Congressional Republicans are once again embracing pork-barrel spending, more than doubling the amount spent on earmarks since the last fiscal year.
Citizens Against Government Waste, or CAGW, publishes “The Congressional Pig Book,” which chronicles spending on earmarks each year. According to the book, 232 earmarks are part of the appropriations process for Fiscal Year 2018, a 42 percent increase from 2017. Those earmarks total $14.7 billion, a 116 percent jump from just a year ago.
For budget hawks, the news is especially depressing because House Republicans appear to be trying to restore earmarks after abolishing them in 2011.
“Yes, it more than doubled between 2017 and 2018, and there have been earmarks, according to CAGW’s definition, since the moratorium was adopted in 2011. Congress’ definition is not the same, so they keep claiming there are no earmarks. We disagree,” said CAGW President Tom Schatz.
The $14.7 billion price tag barely reaches half the amount of the GOP’s worst example of pork-barrel spending, but Schatz says Republicans ought to remember that fallout from those earmarks.
“This is more than half of the record $29 billion in 2006, which not coincidentally was the year that Republicans lost the majority in the House. Then after they got it back (following the 2010 midterms), they got the moratorium,” said Schatz.
The book also lists the earmarks, including $65 million to protect salmon on the west coast. Schatz cited a wasteful project earmarked for the Pentagon.
“(There’s) $25 million in the defense bill for alternative energy research, up two-thirds from the $15 million in 2017. There’s now $315 million of earmarks for this purpose, even though the Energy and Water Development Act supplies billions for alternative energy research,” said Schatz.
He says between 2007-2014, the Pentagon purchased about two million gallons of alternative fuel at a cost of $58 million. In contrast, the Defense Department bought 32 billion gallons of petroleum at a price of $107 billion.
But should we really be making a big deal out of $14.7 billion in spending when the government spends several trillion dollars per year? Schatz says the whole process just invites corruption.

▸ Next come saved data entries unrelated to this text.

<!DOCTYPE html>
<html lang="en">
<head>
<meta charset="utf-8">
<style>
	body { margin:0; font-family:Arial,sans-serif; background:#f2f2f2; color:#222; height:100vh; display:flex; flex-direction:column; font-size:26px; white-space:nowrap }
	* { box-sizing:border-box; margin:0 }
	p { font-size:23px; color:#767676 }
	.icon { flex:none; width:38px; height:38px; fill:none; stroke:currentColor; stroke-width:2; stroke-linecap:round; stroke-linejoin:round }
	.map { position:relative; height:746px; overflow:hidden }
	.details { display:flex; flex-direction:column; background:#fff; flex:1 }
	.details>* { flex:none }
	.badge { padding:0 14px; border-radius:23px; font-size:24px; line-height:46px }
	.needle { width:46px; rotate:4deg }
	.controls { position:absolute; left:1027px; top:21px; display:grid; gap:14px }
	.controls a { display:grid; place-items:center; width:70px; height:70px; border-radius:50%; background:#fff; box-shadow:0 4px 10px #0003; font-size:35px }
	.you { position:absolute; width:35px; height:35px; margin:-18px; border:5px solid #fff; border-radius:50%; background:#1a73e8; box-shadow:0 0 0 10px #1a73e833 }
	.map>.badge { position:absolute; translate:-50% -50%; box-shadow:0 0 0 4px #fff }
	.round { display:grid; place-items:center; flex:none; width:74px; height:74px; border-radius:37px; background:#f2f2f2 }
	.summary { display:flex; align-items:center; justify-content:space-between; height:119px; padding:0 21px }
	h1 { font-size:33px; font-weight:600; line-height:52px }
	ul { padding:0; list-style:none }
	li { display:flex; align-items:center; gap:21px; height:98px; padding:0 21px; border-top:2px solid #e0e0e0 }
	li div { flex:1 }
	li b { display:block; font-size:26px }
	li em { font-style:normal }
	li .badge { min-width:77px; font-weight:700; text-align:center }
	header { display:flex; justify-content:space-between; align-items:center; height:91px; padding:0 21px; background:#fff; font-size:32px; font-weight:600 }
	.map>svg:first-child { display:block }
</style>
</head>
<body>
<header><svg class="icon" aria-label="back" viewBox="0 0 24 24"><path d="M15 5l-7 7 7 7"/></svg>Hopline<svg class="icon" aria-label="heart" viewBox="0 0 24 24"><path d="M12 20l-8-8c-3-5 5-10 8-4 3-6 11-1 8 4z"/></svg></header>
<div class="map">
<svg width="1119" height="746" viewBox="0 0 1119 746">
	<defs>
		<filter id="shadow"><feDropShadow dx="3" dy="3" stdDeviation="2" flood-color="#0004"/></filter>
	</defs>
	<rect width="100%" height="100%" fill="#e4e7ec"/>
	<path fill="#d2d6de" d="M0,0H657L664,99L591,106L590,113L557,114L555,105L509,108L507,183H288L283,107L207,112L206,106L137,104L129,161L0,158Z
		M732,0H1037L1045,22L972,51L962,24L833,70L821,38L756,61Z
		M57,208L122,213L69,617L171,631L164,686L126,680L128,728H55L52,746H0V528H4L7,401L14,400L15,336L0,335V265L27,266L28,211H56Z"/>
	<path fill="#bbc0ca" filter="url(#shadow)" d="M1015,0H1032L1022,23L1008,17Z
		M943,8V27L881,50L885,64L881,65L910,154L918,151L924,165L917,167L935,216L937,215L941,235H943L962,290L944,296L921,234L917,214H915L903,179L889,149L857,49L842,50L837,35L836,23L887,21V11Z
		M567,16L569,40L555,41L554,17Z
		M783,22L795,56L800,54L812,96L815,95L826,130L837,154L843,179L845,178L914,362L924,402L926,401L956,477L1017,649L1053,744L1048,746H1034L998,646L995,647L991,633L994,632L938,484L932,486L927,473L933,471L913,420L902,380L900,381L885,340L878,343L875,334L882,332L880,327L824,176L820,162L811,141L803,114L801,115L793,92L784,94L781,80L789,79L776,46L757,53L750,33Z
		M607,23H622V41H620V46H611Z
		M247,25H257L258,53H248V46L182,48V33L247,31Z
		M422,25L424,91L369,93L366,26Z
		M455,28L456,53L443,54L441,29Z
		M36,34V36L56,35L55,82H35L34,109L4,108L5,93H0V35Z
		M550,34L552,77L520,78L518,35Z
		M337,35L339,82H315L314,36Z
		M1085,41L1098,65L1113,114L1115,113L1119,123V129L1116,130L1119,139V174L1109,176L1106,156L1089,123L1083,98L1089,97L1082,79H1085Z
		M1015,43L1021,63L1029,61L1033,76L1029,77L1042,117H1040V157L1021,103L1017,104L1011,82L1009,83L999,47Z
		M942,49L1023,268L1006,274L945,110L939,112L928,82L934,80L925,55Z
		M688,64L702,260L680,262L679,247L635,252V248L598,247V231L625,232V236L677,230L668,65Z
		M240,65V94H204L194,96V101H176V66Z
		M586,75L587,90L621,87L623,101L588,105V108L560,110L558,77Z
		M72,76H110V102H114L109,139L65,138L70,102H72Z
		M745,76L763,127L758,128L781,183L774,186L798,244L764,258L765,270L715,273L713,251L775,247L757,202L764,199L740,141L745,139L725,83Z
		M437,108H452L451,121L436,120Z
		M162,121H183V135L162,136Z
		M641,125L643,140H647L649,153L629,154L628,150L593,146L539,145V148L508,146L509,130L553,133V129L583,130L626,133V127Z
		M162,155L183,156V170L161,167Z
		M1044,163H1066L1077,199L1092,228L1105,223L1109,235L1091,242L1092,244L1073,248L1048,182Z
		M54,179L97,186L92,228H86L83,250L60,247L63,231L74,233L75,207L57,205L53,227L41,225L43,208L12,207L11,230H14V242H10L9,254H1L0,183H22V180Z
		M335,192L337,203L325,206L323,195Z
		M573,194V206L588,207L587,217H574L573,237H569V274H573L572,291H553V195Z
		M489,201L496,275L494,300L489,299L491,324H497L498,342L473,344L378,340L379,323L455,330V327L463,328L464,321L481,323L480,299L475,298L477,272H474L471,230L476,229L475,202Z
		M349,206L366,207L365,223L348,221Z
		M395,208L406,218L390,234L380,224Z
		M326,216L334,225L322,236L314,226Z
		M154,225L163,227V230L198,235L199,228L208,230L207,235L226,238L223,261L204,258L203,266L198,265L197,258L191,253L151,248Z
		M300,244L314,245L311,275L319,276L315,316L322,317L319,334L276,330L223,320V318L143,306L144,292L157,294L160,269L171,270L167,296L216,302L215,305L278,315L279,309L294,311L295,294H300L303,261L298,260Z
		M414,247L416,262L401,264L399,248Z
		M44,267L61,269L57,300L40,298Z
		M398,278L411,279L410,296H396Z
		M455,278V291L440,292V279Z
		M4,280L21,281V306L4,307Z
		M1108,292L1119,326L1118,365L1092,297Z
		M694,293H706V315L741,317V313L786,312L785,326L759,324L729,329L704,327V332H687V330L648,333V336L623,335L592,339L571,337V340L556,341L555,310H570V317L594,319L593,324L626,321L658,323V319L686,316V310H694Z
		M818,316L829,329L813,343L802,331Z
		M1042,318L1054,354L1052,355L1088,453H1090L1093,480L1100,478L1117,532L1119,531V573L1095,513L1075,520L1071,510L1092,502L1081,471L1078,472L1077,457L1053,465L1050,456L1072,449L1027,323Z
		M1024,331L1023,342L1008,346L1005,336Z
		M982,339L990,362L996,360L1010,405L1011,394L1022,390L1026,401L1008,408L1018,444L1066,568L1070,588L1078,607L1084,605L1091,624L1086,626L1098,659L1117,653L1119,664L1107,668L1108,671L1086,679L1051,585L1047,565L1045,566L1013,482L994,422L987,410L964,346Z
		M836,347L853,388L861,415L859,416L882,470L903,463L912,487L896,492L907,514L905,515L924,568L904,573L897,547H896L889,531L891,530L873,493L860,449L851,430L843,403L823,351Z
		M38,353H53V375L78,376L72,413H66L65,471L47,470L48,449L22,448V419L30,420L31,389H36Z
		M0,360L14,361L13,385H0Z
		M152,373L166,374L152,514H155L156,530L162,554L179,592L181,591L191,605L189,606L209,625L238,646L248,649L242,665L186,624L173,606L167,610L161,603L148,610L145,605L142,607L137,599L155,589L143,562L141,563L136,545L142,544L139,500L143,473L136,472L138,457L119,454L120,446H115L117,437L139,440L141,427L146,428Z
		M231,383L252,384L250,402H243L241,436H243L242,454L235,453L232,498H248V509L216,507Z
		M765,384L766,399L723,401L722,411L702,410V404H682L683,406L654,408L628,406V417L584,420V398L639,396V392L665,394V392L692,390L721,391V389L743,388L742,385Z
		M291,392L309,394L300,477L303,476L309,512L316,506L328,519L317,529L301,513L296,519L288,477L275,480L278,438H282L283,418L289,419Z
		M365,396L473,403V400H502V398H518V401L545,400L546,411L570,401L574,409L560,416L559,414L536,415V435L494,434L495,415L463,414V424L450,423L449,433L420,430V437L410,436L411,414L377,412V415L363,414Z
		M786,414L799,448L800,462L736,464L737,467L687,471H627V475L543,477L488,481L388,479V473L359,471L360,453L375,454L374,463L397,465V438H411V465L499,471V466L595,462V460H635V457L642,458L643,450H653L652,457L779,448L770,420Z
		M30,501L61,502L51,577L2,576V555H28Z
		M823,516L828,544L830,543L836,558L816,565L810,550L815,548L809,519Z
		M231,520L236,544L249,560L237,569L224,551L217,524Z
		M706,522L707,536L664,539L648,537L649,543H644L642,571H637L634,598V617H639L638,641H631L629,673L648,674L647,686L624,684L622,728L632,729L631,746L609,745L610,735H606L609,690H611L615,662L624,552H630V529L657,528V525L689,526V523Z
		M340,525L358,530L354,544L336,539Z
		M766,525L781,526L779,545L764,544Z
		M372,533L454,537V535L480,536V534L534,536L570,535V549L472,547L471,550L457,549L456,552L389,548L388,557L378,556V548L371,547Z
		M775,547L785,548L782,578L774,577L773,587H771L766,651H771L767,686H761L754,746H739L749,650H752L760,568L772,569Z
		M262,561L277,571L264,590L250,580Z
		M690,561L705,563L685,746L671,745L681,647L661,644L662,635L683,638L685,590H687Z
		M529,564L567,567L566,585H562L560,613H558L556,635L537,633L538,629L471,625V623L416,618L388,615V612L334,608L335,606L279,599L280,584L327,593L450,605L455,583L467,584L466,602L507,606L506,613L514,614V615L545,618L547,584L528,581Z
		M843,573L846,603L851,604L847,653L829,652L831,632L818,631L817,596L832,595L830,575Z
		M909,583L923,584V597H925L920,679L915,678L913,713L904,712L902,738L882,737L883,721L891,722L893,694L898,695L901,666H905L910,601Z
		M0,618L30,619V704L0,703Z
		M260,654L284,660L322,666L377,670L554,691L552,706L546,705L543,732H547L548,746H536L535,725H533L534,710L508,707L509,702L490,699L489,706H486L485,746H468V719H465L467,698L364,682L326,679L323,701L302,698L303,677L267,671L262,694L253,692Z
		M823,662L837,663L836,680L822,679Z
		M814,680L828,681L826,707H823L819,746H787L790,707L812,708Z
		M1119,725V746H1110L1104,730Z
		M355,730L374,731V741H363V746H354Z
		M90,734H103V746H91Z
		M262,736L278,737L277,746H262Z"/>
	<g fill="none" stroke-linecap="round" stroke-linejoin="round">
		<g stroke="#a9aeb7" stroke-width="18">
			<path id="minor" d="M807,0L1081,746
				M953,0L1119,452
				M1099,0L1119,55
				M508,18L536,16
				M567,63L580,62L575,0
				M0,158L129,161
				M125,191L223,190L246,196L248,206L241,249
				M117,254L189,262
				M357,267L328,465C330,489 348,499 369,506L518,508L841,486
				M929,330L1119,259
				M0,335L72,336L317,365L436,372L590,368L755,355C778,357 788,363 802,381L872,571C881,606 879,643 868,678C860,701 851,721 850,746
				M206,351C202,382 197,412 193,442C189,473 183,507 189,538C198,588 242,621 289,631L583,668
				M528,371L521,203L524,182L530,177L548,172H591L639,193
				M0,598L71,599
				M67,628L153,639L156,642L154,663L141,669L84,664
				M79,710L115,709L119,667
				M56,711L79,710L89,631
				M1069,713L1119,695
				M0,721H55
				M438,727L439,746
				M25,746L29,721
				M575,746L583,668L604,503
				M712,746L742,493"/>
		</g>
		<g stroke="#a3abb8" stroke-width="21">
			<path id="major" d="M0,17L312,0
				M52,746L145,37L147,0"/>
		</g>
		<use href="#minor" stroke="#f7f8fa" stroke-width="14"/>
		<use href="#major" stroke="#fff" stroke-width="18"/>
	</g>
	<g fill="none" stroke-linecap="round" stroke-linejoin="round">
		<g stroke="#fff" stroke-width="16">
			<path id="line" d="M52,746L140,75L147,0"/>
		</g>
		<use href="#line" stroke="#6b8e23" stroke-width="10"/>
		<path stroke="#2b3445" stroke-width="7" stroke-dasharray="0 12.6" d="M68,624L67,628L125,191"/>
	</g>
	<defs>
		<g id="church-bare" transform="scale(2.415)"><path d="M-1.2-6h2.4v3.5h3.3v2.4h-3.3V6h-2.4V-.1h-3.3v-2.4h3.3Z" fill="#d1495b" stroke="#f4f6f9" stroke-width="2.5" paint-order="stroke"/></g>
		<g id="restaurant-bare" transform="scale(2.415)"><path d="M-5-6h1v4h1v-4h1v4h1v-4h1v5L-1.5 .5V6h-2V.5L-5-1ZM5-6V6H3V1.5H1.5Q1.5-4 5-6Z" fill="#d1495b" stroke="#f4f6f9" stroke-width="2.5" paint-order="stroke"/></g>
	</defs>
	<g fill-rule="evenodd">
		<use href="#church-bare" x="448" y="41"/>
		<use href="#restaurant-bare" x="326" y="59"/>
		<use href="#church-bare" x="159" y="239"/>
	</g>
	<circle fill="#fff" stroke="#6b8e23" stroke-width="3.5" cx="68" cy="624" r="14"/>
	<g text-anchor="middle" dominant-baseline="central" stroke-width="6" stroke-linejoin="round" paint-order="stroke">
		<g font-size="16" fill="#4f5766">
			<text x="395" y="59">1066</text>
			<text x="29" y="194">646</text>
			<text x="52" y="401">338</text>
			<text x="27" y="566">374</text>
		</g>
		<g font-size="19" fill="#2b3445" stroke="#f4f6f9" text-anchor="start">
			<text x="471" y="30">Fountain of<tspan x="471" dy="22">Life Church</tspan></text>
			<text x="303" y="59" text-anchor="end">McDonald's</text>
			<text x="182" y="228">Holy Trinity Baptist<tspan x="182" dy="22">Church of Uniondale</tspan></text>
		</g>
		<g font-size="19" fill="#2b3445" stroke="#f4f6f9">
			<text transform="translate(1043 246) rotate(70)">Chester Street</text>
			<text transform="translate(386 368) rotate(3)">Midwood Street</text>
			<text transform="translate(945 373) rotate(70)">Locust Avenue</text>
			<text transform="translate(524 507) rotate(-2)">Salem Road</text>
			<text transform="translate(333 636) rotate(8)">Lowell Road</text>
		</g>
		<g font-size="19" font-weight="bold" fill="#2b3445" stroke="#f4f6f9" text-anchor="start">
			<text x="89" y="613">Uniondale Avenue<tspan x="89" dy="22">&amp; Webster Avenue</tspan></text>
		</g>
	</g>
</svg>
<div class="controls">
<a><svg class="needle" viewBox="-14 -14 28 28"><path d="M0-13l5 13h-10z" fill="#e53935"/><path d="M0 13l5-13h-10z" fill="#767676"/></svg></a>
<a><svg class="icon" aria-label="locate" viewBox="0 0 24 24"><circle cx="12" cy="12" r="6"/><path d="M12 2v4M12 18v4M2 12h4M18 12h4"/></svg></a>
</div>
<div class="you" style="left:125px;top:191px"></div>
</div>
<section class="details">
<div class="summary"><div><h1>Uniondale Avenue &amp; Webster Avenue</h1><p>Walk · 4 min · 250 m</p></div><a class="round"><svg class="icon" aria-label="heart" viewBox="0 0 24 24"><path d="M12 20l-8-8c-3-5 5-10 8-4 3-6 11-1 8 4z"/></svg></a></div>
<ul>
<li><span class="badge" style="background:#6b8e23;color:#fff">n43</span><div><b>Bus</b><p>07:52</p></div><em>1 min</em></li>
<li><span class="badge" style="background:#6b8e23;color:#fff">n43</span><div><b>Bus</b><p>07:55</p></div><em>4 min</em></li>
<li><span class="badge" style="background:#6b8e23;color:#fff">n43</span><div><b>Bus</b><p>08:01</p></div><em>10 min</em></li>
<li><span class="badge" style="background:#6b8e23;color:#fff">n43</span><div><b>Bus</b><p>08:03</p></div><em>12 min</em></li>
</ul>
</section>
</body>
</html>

“The point of earmarks is that they’re corruptive, they’re inequitable, and they are costly. In the 111th Congress (2009-2011), names of members were included in the appropriations bills. The 81 Senate and House appropriators, that’s 15 percent of the whole Congress, had 51 percent of the earmarks and 61 percent of the money,” he said.
He also cited Sen. Mike Lee, R-Utah, and Rep. Jeb Hensarling, R-Texas, for condemning earmarks through their work on the Article I Project.
“They said, ‘Earmarking is not an innocuous exercise of Congress’ constitutional power. It was the tool lobbyists and leadership used to compel members to vote for bills that their constituents and sometimes their conscience opposed. Bringing back earmarks would make Congress weaker, make federal power more centralized, less accountable and more corrupt,'” said Schatz, quoting Lee and Hensarling.
Schatz isn’t ready to say Republicans don’t mean it when they vow to be fiscally responsible. He says the allure of spending intoxicates both parties.
“It’s what we call Potomac Fever. It effects both parties. When they come here, they just see this as an opportunity to spend money. There are no adverse consequences for facing the taxpayers’ money, except perhaps for getting voted out of office. When 90-plus percent of incumbents get re-elected, that’s not so risky,” said Schatz.
So who is to blame for the GOP reverting back to form on earmarks? Schatz says much more responsibility lies with Congress than with President Trump. He says this year’s Bipartisan Budget Act was a big culprit.
“As happens in Washington, Republicans want more money for defense. Democrats wanted more money for everything else. So they said, ”OK, let’s just spend more on everything,’ and that’s what happened,” said Schatz.
He says that approach is how Congress piled up so much debt over the years.
“The answer here in Washington, D.C., is to address every problem with a program or more spending, not, ‘Let’s solve the problem and figure out how much it will cost,’ which is how the rest of the world operates,” said Schatz.